** RECORDS TO USE **
━━━━━━━━

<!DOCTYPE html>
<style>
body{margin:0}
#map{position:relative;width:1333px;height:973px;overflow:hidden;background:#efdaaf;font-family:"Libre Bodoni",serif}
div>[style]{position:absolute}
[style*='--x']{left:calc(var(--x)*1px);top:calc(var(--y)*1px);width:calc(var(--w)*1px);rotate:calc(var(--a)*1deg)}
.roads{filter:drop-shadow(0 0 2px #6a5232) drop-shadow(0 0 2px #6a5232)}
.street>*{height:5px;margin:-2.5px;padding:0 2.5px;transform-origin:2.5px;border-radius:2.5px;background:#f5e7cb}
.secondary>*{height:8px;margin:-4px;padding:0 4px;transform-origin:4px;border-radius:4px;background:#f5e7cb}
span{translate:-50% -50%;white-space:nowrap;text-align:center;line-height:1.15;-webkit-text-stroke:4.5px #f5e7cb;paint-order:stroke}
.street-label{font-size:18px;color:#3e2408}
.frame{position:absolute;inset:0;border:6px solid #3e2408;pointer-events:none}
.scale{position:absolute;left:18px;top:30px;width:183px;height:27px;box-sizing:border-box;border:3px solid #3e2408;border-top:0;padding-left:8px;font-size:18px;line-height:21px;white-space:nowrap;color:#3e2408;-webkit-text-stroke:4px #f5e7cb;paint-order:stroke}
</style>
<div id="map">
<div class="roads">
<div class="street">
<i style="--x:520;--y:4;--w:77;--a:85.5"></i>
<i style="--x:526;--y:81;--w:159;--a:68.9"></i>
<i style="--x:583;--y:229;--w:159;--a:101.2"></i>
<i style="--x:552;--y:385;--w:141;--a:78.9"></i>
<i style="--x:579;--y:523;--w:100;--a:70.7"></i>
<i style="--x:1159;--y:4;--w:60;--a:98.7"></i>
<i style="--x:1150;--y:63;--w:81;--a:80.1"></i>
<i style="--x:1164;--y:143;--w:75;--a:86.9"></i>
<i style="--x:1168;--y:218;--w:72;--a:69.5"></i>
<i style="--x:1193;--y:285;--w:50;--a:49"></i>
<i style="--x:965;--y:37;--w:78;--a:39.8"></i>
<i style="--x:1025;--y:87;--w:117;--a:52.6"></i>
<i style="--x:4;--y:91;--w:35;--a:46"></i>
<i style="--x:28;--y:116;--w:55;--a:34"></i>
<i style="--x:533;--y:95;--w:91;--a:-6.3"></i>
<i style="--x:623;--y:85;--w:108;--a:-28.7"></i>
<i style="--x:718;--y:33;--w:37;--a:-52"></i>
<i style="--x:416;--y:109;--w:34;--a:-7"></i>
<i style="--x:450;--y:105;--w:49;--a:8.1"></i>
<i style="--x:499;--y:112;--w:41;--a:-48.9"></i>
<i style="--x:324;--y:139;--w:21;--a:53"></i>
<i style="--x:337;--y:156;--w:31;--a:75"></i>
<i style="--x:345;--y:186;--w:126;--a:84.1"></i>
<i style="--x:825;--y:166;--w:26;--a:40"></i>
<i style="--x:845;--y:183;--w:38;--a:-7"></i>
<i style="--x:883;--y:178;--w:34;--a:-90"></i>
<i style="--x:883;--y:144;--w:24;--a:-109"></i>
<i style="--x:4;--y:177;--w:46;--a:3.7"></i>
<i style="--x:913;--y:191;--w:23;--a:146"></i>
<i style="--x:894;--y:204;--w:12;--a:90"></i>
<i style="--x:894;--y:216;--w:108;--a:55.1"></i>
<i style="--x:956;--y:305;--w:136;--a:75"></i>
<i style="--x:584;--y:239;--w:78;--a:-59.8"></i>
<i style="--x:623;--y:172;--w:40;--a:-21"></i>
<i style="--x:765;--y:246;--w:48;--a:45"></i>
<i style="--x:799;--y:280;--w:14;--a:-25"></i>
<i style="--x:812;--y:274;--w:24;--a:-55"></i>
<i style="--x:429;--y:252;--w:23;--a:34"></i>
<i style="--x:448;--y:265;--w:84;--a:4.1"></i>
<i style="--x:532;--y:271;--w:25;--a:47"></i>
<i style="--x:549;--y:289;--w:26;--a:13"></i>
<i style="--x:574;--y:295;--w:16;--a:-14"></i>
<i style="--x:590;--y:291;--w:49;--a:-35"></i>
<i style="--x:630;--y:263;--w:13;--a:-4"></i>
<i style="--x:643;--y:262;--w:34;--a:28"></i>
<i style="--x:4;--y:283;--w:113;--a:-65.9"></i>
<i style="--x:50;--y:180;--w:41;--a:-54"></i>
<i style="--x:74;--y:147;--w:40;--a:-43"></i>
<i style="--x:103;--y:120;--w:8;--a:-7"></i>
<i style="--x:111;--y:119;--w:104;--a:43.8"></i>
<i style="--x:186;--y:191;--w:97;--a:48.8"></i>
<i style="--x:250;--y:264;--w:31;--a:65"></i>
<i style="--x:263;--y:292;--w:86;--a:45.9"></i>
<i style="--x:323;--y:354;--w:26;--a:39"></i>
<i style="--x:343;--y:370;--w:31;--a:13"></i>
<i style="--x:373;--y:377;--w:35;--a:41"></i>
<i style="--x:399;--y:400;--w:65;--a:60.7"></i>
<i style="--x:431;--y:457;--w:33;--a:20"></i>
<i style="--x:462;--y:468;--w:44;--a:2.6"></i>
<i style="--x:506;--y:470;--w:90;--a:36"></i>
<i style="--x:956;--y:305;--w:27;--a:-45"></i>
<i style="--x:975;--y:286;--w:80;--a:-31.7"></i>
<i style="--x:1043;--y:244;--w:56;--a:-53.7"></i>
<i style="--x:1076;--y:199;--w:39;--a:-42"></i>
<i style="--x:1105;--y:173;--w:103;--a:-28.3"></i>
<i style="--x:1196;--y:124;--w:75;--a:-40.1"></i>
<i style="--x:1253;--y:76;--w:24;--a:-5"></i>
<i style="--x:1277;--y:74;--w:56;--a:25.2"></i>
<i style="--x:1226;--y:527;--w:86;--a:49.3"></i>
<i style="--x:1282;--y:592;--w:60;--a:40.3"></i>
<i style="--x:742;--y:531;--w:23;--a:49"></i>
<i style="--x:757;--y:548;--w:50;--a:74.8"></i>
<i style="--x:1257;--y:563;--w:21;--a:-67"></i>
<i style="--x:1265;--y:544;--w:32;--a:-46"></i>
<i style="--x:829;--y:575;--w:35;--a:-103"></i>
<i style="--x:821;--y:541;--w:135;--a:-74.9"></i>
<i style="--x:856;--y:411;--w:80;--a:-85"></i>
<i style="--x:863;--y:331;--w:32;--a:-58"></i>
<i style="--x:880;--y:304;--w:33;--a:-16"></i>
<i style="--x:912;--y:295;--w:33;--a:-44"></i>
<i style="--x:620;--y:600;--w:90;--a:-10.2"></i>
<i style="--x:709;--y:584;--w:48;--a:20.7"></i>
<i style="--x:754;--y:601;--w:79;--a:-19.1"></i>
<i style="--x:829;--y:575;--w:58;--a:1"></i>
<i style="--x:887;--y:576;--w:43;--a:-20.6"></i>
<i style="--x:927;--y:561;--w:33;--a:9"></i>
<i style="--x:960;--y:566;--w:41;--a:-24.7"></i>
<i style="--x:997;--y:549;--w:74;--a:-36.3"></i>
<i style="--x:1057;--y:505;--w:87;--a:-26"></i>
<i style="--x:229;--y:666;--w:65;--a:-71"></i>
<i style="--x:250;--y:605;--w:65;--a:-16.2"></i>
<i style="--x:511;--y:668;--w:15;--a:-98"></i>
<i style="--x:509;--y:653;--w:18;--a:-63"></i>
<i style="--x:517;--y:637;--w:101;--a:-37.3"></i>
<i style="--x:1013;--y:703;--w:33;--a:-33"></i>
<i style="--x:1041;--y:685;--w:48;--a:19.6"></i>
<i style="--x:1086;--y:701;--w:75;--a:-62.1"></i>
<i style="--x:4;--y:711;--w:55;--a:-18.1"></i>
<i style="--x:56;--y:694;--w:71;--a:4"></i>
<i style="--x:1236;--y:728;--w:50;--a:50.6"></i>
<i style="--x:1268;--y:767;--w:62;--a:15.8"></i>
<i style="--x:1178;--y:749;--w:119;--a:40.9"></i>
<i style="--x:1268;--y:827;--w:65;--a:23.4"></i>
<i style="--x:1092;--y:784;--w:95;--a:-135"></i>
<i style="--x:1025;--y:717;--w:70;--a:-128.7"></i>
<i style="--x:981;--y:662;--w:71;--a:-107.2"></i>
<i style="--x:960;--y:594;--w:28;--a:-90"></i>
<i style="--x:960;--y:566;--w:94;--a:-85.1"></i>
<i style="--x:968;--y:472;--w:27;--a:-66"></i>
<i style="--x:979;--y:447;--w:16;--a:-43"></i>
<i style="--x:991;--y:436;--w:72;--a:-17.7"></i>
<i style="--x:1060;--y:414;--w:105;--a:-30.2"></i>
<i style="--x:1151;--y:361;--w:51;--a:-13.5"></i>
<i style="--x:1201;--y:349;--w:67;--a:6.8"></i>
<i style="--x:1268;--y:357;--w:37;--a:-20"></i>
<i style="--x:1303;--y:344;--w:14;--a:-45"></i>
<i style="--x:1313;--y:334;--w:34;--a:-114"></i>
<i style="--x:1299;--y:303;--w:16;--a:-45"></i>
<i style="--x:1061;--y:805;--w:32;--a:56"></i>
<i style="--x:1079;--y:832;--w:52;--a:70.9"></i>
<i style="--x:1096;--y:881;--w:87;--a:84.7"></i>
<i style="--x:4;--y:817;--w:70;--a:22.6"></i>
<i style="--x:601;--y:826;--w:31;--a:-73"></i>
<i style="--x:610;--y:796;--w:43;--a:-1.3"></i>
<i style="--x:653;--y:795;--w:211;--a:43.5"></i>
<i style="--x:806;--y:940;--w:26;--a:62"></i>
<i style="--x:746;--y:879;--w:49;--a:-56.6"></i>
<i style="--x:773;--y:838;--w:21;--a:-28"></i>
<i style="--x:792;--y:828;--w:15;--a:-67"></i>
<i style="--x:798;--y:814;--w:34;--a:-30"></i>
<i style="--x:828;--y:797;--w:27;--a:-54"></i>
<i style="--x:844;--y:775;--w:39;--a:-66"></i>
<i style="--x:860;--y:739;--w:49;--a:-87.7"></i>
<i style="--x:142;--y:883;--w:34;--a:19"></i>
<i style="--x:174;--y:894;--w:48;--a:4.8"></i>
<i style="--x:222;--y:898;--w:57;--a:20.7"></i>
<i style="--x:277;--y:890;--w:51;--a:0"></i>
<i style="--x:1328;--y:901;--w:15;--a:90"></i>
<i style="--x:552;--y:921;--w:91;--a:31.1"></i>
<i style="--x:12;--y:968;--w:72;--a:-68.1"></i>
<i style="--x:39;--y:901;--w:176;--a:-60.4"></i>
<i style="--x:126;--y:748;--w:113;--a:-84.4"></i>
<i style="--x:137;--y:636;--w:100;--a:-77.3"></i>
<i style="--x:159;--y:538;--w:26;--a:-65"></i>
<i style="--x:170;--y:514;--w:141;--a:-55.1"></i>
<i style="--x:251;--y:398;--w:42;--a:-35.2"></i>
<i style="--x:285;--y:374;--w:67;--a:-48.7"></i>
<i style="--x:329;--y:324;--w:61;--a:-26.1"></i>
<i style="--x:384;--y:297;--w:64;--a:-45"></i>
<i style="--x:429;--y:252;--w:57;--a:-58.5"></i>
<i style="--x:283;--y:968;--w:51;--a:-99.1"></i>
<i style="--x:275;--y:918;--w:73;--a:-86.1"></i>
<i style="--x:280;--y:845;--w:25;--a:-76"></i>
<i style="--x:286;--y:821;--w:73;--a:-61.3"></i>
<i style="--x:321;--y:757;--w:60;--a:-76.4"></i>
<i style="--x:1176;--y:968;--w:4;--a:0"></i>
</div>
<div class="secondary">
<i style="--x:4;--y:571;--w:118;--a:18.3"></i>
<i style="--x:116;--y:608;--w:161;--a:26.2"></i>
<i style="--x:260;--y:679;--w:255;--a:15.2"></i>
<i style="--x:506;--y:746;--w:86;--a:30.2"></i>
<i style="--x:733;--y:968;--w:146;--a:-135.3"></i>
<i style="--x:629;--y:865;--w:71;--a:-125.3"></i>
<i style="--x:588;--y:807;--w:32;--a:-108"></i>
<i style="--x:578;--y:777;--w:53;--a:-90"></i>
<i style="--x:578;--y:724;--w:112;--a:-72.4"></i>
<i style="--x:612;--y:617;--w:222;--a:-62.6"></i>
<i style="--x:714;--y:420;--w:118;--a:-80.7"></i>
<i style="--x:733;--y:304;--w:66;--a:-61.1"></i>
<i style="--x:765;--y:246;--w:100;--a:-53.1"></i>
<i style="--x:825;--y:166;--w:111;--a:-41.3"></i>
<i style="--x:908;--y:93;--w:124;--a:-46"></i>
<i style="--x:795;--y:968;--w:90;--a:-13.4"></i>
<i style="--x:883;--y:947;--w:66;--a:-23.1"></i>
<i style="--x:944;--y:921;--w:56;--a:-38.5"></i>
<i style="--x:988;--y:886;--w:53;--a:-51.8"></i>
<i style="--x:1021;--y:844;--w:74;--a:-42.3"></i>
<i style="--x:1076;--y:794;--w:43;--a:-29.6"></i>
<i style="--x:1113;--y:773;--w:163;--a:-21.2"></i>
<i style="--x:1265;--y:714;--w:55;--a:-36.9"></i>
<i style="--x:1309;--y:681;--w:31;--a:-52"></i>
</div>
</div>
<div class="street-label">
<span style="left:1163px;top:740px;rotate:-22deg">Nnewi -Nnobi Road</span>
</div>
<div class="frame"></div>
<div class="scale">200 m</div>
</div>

━━━━━━━━

** TASK REQUIREMENTS **
From the records above, show each line that contains the word "class".

** WRITTEN ANSWER **
<div class="roads">
<div class="street">
<div class="secondary">
<div class="street-label">
<div class="frame"></div>
<div class="scale">200 m</div>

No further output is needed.